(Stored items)
# # # #
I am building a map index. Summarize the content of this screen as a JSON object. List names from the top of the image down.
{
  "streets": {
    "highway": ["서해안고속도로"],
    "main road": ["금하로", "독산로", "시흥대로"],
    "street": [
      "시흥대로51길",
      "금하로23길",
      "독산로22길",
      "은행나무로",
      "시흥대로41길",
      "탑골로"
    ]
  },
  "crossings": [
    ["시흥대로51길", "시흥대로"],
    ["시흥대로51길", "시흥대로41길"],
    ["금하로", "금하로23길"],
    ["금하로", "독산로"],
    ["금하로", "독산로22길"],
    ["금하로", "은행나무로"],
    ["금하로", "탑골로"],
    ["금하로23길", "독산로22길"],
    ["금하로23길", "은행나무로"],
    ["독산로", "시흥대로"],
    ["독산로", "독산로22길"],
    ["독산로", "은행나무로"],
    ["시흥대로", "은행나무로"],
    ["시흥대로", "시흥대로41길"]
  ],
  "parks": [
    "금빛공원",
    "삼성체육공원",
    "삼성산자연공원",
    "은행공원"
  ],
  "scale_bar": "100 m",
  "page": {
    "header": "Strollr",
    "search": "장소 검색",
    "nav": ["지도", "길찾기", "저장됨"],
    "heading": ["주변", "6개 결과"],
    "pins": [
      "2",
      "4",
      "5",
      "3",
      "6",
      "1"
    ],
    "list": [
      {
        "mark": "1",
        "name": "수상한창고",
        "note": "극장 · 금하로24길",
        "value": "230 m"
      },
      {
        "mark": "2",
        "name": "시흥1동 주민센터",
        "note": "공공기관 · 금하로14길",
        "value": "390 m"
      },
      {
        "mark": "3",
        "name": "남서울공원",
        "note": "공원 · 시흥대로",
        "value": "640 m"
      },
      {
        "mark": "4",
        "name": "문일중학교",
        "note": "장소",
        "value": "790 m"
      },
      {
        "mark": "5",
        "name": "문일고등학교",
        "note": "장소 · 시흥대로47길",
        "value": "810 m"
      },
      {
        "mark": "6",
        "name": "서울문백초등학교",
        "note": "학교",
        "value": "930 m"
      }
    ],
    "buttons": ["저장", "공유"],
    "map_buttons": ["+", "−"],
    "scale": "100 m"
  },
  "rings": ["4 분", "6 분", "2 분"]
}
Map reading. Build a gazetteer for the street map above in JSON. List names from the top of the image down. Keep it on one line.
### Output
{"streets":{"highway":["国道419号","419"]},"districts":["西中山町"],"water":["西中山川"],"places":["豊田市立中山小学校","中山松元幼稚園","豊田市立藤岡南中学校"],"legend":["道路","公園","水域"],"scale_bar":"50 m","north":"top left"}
# # # #
**What you need to do:** Write out, exactly as given, the line containing "Map reading. Build" and every line after it to the end of the records. Include nothing else.

**Expected answer:**
Map reading. Build a gazetteer for the street map above in JSON. List names from the top of the image down. Keep it on one line.
### Output
{"streets":{"highway":["国道419号","419"]},"districts":["西中山町"],"water":["西中山川"],"places":["豊田市立中山小学校","中山松元幼稚園","豊田市立藤岡南中学校"],"legend":["道路","公園","水域"],"scale_bar":"50 m","north":"top left"}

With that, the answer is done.